Unlike tall fescue which grows in clumps and germinates quickly, this species is self-spreading and takes about 14 days to sprout.

Growing Regions

Kentucky bluegrass is well-suited to cold winters and can be found in the transition zone and regions north of it. This cool-season species can be grown in hardiness zones 3 – 7.

It performs best in temperatures of 60° – 75° Fahrenheit (15.5° – 23.8° Celsius).

Soil Type And pH

This species of cool-season turf prefers mildly acidic to neutral soil and thrives at pH levels between 6.0 – 7.0.

It also enjoys rich, heavy soil with a good quantity of organic matter to provide it with the nutrients it needs.

Tolerance Of Heat And Cold

Kentucky bluegrass is less heat-tolerant than fescue and other popular turf types.

Its shallow root system is a contributing factor and it will enter a state of dormancy once temperatures reach 90° Fahrenheit (32.2°Celsius).

That said, it is one of the most cold-tolerant turf grasses. Only creeping bentgrass and rough bluegrass can withstand colder temperatures.

Drought Tolerance

Kentucky bluegrass is less drought-tolerant compared to fescue. However, thanks to its rhizomes, it is capable of bouncing back quite fast after drought stress.

This species will enter dormancy after two weeks without water. It will be able to survive in this state for a further 6 weeks. However, water must be provided following this period to ensure it is able to recover.

Shade Tolerance

This grass requires direct sunlight to grow properly. It needs about 4 hours daily. While it can tolerate dappled light, it is less shade-tolerant than other cool-season grasses.

Tolerance To Foot Traffic

Despite a reputation for being somewhat slow-growing compared to other cool-season grasses, Kentucky bluegrass comes with an impressive tolerance to traffic. This is due to its rhizomes and the fact that it starts to grow rather thickly once it has taken root.

This quality puts it ahead of fescues and perennial ryegrass, which are both capable of tolerating footfall to a moderate degree.

It also makes this species ideal if your lawn is likely to be the scene of games of hiding and seek with toddlers or catch with your resident canine.

Level Of Maintenance

Kentucky bluegrass can be somewhat demanding in terms of maintenance:


This turf grass needs 1 inch of water weekly. Water is best applied gradually so that it penetrates the soil without pooling.
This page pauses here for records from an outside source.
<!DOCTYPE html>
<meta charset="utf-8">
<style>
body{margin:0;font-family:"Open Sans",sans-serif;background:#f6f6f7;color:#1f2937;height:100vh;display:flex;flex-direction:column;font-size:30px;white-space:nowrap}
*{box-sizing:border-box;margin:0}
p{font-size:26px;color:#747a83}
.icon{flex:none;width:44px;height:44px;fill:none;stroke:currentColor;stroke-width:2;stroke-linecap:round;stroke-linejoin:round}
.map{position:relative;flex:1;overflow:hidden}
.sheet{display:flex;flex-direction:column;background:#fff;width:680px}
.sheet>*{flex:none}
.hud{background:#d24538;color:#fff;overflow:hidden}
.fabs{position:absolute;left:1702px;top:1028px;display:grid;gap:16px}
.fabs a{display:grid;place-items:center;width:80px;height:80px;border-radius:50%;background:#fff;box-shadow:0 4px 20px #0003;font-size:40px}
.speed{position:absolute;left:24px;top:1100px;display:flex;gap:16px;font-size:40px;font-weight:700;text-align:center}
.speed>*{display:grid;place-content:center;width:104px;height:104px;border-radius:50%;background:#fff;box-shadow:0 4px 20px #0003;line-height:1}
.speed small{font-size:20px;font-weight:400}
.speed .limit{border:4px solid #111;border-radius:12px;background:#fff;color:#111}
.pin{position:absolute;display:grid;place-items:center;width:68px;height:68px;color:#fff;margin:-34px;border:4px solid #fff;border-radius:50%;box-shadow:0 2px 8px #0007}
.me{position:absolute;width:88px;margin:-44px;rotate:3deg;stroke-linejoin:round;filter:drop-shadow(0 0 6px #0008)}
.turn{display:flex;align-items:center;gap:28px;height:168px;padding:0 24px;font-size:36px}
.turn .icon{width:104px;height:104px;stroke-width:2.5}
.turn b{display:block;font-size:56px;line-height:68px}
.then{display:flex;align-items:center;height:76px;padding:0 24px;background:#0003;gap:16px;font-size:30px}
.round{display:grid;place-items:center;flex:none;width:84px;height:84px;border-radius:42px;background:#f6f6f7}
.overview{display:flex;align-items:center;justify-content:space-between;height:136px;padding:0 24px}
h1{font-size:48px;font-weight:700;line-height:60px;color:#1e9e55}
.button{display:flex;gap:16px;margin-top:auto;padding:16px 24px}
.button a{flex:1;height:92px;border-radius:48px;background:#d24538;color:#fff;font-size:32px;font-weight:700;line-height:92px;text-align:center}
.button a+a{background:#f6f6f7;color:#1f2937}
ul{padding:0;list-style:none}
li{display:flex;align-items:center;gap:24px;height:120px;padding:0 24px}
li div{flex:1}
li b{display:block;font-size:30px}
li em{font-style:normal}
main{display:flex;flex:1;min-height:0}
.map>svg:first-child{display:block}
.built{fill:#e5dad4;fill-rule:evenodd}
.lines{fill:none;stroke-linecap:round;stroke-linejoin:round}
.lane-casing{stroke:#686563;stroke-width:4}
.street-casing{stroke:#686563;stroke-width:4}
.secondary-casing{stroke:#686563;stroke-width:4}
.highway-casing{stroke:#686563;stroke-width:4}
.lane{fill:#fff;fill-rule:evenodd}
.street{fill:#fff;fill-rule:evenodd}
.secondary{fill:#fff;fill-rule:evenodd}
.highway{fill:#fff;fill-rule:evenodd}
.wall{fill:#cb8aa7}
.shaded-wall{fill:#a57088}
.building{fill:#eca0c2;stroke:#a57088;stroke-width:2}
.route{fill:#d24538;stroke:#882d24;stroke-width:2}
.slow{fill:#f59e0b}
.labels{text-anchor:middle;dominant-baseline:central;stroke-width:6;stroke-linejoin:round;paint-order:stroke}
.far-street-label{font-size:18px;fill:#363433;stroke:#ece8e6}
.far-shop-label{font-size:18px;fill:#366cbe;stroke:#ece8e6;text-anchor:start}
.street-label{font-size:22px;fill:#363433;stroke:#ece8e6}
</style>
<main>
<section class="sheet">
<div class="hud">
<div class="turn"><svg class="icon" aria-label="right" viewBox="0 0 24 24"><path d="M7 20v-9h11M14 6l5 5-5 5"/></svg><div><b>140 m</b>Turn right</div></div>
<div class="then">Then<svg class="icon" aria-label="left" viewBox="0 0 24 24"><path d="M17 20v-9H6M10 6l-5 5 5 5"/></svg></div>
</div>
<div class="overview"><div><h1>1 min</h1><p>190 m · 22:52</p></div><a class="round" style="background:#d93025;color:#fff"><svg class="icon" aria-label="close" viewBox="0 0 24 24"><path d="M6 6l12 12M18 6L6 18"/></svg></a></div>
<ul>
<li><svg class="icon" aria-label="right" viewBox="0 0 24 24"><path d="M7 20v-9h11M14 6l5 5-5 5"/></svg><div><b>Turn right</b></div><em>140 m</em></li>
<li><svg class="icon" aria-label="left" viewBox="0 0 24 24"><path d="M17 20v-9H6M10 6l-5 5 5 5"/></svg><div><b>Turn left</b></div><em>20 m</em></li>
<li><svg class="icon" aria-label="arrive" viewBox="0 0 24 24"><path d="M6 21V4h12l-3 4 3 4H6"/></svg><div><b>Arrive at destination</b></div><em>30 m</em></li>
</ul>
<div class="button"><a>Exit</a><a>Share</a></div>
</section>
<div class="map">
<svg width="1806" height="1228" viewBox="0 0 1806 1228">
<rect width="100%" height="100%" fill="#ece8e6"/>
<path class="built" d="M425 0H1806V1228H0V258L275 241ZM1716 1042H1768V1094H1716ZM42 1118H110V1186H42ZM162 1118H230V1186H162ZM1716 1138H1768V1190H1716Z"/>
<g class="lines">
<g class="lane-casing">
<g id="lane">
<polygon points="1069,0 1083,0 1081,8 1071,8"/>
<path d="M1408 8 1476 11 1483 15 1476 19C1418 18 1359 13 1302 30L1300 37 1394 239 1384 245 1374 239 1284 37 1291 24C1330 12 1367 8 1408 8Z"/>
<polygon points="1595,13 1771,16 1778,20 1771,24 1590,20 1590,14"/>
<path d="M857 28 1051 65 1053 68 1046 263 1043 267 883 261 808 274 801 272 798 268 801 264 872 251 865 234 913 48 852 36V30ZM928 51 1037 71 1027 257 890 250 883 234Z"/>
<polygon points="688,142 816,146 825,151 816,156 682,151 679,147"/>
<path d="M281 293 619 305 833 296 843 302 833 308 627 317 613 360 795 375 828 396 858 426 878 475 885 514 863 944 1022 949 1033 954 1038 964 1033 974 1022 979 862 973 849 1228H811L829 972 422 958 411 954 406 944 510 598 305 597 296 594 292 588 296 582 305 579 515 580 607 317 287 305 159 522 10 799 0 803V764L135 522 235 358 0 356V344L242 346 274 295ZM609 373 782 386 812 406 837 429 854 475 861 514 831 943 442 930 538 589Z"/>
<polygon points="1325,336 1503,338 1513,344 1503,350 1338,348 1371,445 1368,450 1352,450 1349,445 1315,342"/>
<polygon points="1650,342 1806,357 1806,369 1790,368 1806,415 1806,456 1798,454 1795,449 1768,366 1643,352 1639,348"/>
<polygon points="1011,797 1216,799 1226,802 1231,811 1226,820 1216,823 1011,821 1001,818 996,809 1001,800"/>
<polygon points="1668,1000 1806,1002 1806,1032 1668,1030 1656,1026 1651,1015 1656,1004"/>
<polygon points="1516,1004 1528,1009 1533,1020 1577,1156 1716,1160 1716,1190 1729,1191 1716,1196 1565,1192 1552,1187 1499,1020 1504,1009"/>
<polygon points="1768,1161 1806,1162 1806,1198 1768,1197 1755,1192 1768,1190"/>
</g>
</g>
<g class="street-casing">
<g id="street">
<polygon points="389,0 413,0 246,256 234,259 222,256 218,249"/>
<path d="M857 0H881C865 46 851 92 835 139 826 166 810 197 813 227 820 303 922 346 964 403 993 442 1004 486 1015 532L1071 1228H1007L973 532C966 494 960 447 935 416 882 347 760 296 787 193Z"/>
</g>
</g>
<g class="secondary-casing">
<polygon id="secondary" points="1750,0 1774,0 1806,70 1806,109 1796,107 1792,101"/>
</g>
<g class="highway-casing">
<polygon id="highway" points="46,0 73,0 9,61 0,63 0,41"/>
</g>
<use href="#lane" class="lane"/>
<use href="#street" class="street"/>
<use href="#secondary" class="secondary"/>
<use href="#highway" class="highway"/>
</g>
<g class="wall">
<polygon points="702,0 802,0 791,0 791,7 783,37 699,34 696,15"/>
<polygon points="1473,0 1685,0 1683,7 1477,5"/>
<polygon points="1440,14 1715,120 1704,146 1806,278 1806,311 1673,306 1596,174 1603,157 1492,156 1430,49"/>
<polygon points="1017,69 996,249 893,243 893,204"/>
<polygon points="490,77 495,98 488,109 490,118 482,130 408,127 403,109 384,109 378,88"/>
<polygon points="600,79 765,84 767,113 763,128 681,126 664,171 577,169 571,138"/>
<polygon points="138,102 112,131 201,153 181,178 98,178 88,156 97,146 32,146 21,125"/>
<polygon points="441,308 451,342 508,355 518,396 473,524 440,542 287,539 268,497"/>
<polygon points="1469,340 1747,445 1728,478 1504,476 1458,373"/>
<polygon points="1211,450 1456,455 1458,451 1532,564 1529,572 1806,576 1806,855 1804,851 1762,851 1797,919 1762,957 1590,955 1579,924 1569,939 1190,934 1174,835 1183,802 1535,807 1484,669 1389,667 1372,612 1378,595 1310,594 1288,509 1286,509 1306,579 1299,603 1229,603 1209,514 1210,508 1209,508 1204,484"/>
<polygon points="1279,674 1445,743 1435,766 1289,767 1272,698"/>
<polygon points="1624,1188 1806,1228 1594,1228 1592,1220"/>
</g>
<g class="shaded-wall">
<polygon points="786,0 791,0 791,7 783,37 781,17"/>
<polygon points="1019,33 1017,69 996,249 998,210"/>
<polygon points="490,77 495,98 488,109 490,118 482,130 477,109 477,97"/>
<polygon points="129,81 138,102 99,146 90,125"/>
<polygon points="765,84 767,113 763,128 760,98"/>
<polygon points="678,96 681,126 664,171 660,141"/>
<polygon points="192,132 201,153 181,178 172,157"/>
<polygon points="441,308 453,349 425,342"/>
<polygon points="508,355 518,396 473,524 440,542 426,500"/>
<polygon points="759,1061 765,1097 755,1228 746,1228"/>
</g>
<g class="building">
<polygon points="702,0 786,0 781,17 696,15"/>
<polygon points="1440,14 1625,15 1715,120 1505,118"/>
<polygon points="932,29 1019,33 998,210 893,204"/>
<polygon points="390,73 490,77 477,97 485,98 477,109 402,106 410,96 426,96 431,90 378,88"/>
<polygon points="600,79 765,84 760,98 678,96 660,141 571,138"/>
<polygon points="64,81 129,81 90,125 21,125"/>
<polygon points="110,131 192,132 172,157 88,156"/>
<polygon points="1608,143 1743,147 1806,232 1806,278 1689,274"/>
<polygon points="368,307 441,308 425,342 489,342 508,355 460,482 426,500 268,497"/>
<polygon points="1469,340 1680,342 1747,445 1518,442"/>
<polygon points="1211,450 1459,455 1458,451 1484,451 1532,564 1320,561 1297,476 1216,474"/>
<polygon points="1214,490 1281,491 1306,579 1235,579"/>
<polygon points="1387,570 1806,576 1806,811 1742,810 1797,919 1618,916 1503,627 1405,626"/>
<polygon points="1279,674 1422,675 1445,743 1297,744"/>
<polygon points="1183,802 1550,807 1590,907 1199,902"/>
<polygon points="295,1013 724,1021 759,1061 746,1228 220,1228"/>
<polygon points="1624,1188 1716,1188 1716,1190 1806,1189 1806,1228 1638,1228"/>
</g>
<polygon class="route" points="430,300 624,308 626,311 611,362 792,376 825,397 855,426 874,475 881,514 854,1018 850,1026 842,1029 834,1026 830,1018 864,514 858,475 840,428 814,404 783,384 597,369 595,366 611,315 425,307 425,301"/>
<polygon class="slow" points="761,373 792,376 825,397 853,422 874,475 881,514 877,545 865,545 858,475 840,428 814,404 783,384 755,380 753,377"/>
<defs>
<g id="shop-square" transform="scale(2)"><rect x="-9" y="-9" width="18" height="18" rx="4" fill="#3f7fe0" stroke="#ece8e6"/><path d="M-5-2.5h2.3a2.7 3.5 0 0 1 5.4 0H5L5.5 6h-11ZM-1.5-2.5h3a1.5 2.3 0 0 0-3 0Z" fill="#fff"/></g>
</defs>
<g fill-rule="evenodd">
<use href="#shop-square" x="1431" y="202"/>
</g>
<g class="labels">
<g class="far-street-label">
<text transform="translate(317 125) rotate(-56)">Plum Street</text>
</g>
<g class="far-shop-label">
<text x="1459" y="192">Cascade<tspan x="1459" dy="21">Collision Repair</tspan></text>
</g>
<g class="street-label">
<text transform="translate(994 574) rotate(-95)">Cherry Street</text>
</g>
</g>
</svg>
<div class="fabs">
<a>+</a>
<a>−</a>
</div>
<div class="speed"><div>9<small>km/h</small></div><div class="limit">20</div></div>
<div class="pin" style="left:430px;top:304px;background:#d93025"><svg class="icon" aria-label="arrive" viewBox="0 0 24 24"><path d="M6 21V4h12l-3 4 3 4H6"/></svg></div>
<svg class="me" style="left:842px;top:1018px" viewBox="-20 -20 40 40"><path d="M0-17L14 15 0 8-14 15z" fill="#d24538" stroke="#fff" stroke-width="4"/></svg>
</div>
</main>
Early morning watering sessions are best and will prevent evaporation caused by heat or bright sunlight.


Kentucky bluegrass should be mowed every 5 days during spring and fall when the weather tends to be cooler and its growth is more robust.

During these periods it should be cut to a height of 2.5 – 3 inches.

The mowing frequency should be changed to weekly or fortnightly with the arrival of summer.

The height of your turf should be increased to 3.5 inches to protect the crowns from heat. Doing so will also ensure the grass is able to produce more energy and be better equipped to handle the warmer weeks ahead.


Because this grass grows rapidly, it is affected by the presence of thatch and will need to be dethatched every 2 or 3 years.

This process should be conducted during periods that are favorable to its growth, i.e., during the cooler months of spring and fall (preferably at the start of each season).


Aerating your lawn can also prove beneficial and help encourage a stronger root system.

As is the case with fertilization and dethatching, aerating is best done in early spring or fall. A core aerator is the best choice of device for the procedure (spike aerators, while convenient, can worsen compaction).

Aeration should be carried out the day after a spring or autumn shower to ensure the soil has had time to soften for optimal results.


Kentucky bluegrass requires more frequent feeding than fescue. I always use a high-nitrogen fertilizer for this turf to promote lush, green growth and healthy roots.

Three-quarters of a pound of slow-release granules per 1,000 square feet is ideal for recovery from the rigorous summer heat. It makes sense, then, that the best time to supplement any depleted nutrients is by way of a good quality lawn fertilizer in early or mid-September.

I recommend applying a second dose of the same amount in mid-October. Again, opt for a slow-release formula to allow nutrients to be absorbed gradually rather than all at once.

In spring, apply 2 pounds of slow-release granules per 1,000 square feet of lawn. This can be repeated in mid-summer.

Verdict: Tall Fescue vs Kentucky Bluegrass

Tall fescue’s ability to germinate quickly and withstand warm summers and drought, while being relatively low maintenance, makes it an excellent choice if these factors happen to be your key concern.

However, if your ideal lawn is one capable of recovering from wear effectively, and handling the cold better, while also being comfortable to walk on, Kentucky bluegrass should be your preferred option.

Either way, both types of grass can provide you with years of usage and enjoyment, provided you follow my guidance on how best to water, mow, fertilize, and generally maintain your lawn.